The communications subsystem 730 may permit data to be exchanged
with a network (such as the network described below, to name one
example), other computer systems, and/or any other devices
described herein. In many embodiments, the computer system 700 will
further comprise a non-transitory working memory 735, which can
include a RAM or ROM device, as described above.
[0065] The computer system 700 also can comprise software elements,
shown as being currently located within the working memory 735,
including an operating system 740, device drivers, executable
libraries, and/or other code, such as one or more application
programs 745, which may comprise computer programs provided by
various embodiments, and/or may be designed to implement methods,
and/or configure systems, provided by other embodiments, as
described herein. Merely by way of example, one or more procedures
described with respect to the method(s) discussed above might be
implemented as code and/or instructions executable by a computer
(and/or a processor within a computer); in an aspect, then, such
code and/or instructions can be used to configure and/or adapt a
general purpose computer (or other device) to perform one or more
operations in accordance with the described methods.
[0066] A set of these instructions and/or code might be stored on a
computer-readable storage medium, such as the storage device(s) 725
described above. In some cases, the storage medium might be
incorporated within a computer system, such as computer system 700.
In other embodiments, the storage medium might be separate from a
computer system (e.g., a removable medium, such as a compact disc),
and/or provided in an installation package, such that the storage
medium can be used to program, configure and/or adapt a general
purpose computer with the instructions/code stored thereon. These
instructions might take the form of executable code, which is
executable by the computer system 700 and/or might take the form of
source and/or installable code, which, upon compilation and/or
installation on the computer system 700 (e.g., using any of a
variety of generally available compilers, installation programs,
compression/decompression utilities, etc.) then takes the form of
executable code.
[0067] Substantial variations may be made in accordance with
specific requirements. For example, customized hardware might also
be used, and/or particular elements might be implemented in
hardware, software (including portable software, such as applets,
etc.), or both. Further, connection to other computing devices such
as network input/output devices may be employed.
[0068] Some embodiments may employ a computer system (such as the
computer system 700) to perform methods in accordance with the
disclosure. For example, some or all of the procedures of the
described methods may be performed by the computer system 700 in
response to processor 710 executing one or more sequences of one or
more instructions (which might be incorporated into the operating
system 740 and/or other code, such as an application program 745)
contained in the working memory 735. Such instructions may be read
into the working memory 735 from another computer-readable medium,
such as one or more of the storage device(s) 725. Merely by way of
example, execution of the sequences of instructions contained in
the working memory 735 might cause the processor(s) 710 to perform
one or more procedures of the methods described herein.
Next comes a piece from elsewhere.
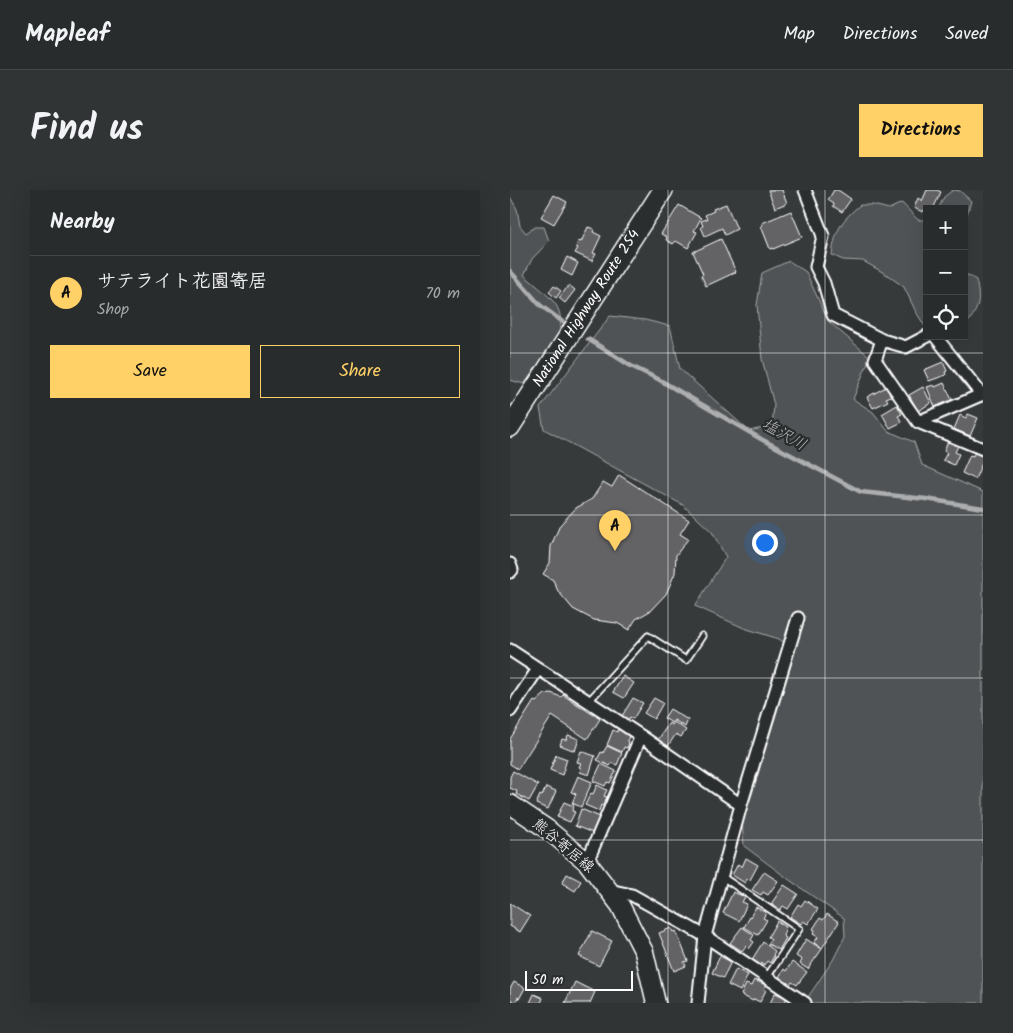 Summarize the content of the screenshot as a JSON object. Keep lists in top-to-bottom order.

[0069] The terms "machine-readable medium" and "computer-readable
medium," as used herein, refer to any medium that participates in
providing data that causes a machine to operate in a specific
fashion. In an embodiment implemented using the computer system
700, various computer-readable media might be involved in providing
instructions/code to processor(s) 710 for execution and/or might be
used to store and/or carry such instructions/code (e.g., as
signals). In many implementations, a computer-readable medium is a
physical and/or tangible storage medium. Such a medium may take
many forms, including but not limited to, non-volatile media,
volatile media, and transmission media. Non-volatile media include,
for example, optical and/or magnetic disks, such as the storage
device(s) 725. Volatile media include, without limitation, dynamic
memory, such as the working memory 735. Transmission media include,
without limitation, coaxial cables, copper wire and fiber optics,
including the wires that comprise the bus 705, as well as the
various components of the communications subsystem 730 (and/or the
media by which the communications subsystem 730 provides
communication with other devices). Hence, transmission media can
also take the form of waves (including without limitation radio,
acoustic and/or light waves, such as those generated during
radio-wave and infrared data communications).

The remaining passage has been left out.